# any other students out there?



## carolyn44 (May 14, 2011)

Hello! Brand new to the message board, I've just been on it for a couple hours reading through all the threads, they have been really helpful, and it's nice to know I'm not alone! I got diagnosed with Grave's Disease my senior year of high school, and then moved across the country to attend college and have been taking methimazole and propranolol since. Something that I've really been struggling with is knowing what "normal" is suppose to feel like..I think being diagnosed at such a transitional point in my life really threw me for a loop. Also I think the stress of school makes me more imbalanced and that my performance creativity (i go to art school) is dwindling. I'm just wondering if there are any other students on the message board going through the same thing that I could connect with. Or if anybody here went through college while trying to control Graves'. I'd love any stories or coping methods, anything will help!

keep on keepin on,
you all sound like very strong people
xoxo


----------



## Andros (Aug 26, 2009)

carolyn44 said:


> Hello! Brand new to the message board, I've just been on it for a couple hours reading through all the threads, they have been really helpful, and it's nice to know I'm not alone! I got diagnosed with Grave's Disease my senior year of high school, and then moved across the country to attend college and have been taking methimazole and propranolol since. Something that I've really been struggling with is knowing what "normal" is suppose to feel like..I think being diagnosed at such a transitional point in my life really threw me for a loop. Also I think the stress of school makes me more imbalanced and that my performance creativity (i go to art school) is dwindling. I'm just wondering if there are any other students on the message board going through the same thing that I could connect with. Or if anybody here went through college while trying to control Graves'. I'd love any stories or coping methods, anything will help!
> 
> keep on keepin on,
> you all sound like very strong people
> xoxo


Hi there and welcome to the group!

Well, as a Graves' Disease survivor, I have to tell you that all my creativity went out the window. I sure don't know what happened but .....................???

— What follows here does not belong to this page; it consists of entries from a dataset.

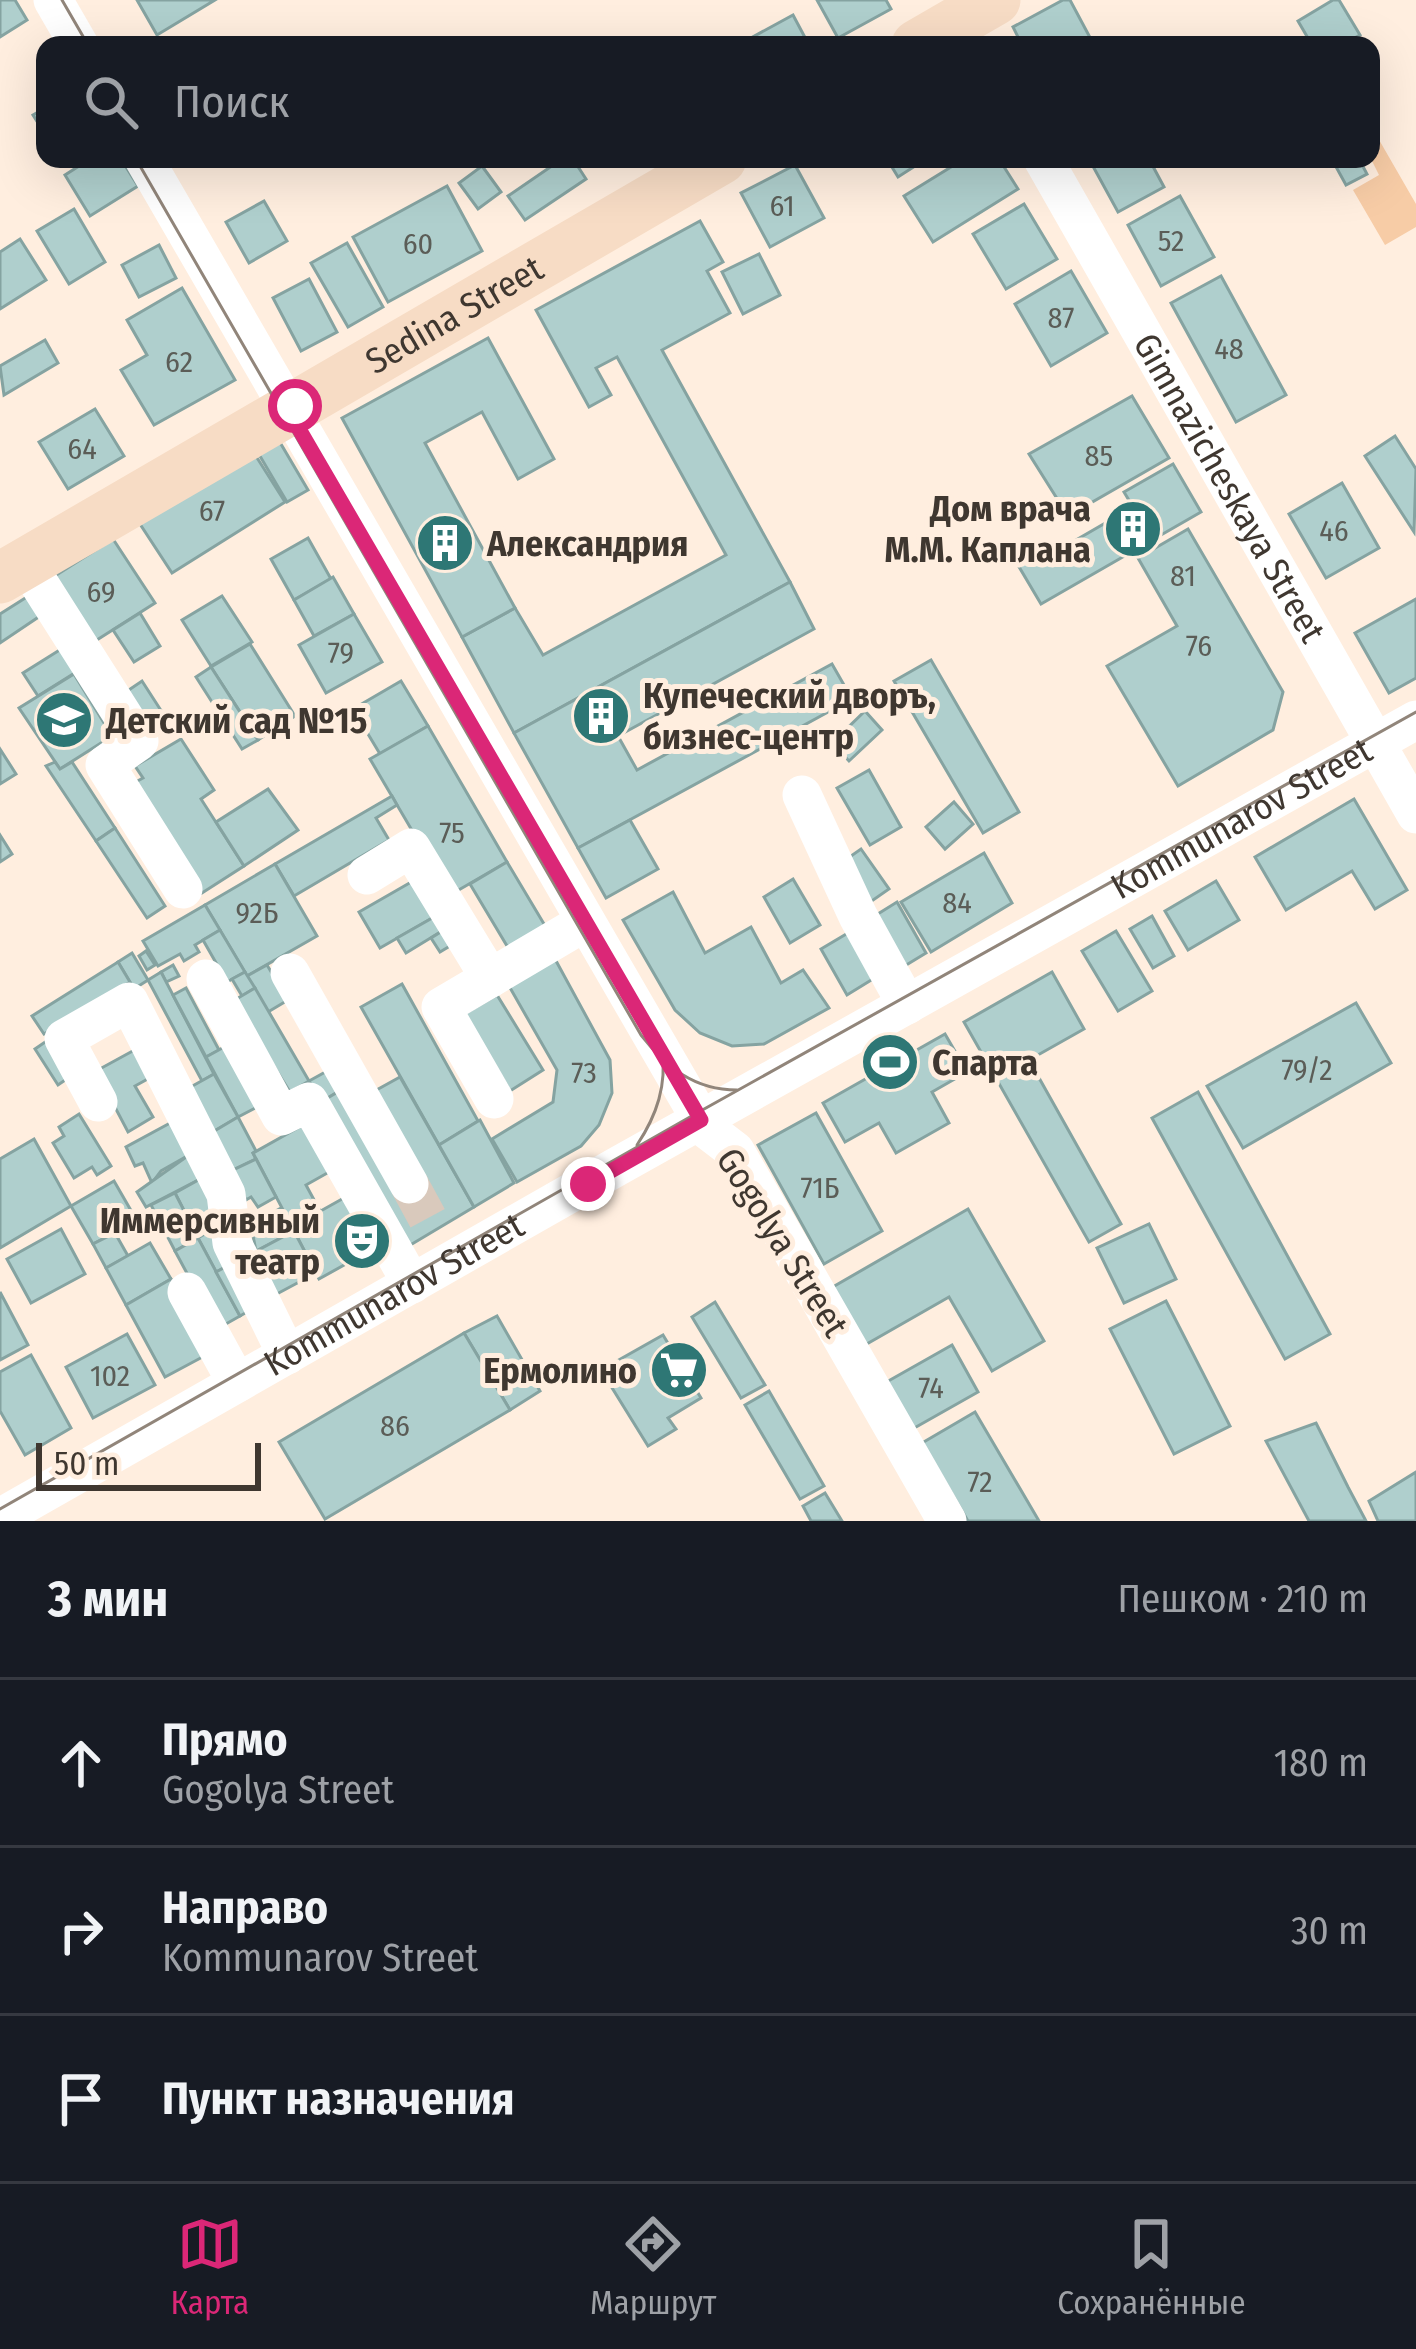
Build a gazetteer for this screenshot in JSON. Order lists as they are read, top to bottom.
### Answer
{
  "streets": {
    "main road": ["Sedina Street"],
    "street": ["Gimnazicheskaya Street", "Kommunarov Street", "Gogolya Street"]
  },
  "crossings": [
    ["Sedina Street", "Gogolya Street"],
    ["Gimnazicheskaya Street", "Kommunarov Street"],
    ["Kommunarov Street", "Gogolya Street"]
  ],
  "places": {
    "building": ["Дом врача М.М. Каплана", "Александрия", "Купеческий дворъ, бизнес-центр"],
    "school or university": ["Детский сад №15"],
    "sports": ["Спарта"],
    "theatre": ["Иммерсивный театр"],
    "supermarket": ["Ермолино"]
  },
  "house_numbers": [
    "61",
    "52",
    "60",
    "87",
    "48",
    "62",
    "64",
    "85",
    "67",
    "46",
    "81",
    "69",
    "76",
    "79",
    "75",
    "84",
    "92Б",
    "79/2",
    "73",
    "71Б",
    "102",
    "74",
    "86",
    "72"
  ],
  "scale_bar": "50 m",
  "page": {
    "search": "Поиск",
    "scale": "50 m",
    "heading": ["3 мин", "Пешком · 210 m"],
    "list": [
      ["Прямо", "Gogolya Street", "180 m"],
      ["Направо", "Kommunarov Street", "30 m"],
      "Пункт назначения"
    ],
    "nav": ["Карта", "Маршрут", "Сохранённые"]
  }
}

Other than that,life is good.

How long have you been on the antithyroid med? Are you having your liver enzymes checked periodically?

We do have some students here so I am sure they will be along to share. Brain fog which I can relate to is a big subject around here.


----------



## lavender (Jul 13, 2010)

I'm in Graduate School and I have Graves disease.

I was diagnosed a year ago when I was in thyroid storm, had my thyroid out in August, and started school a month later. Before that, I was out in the work world for 10 years. I to am really struggling. I know part of it is going back to school after so many years, but this feels like a whole lot more to me.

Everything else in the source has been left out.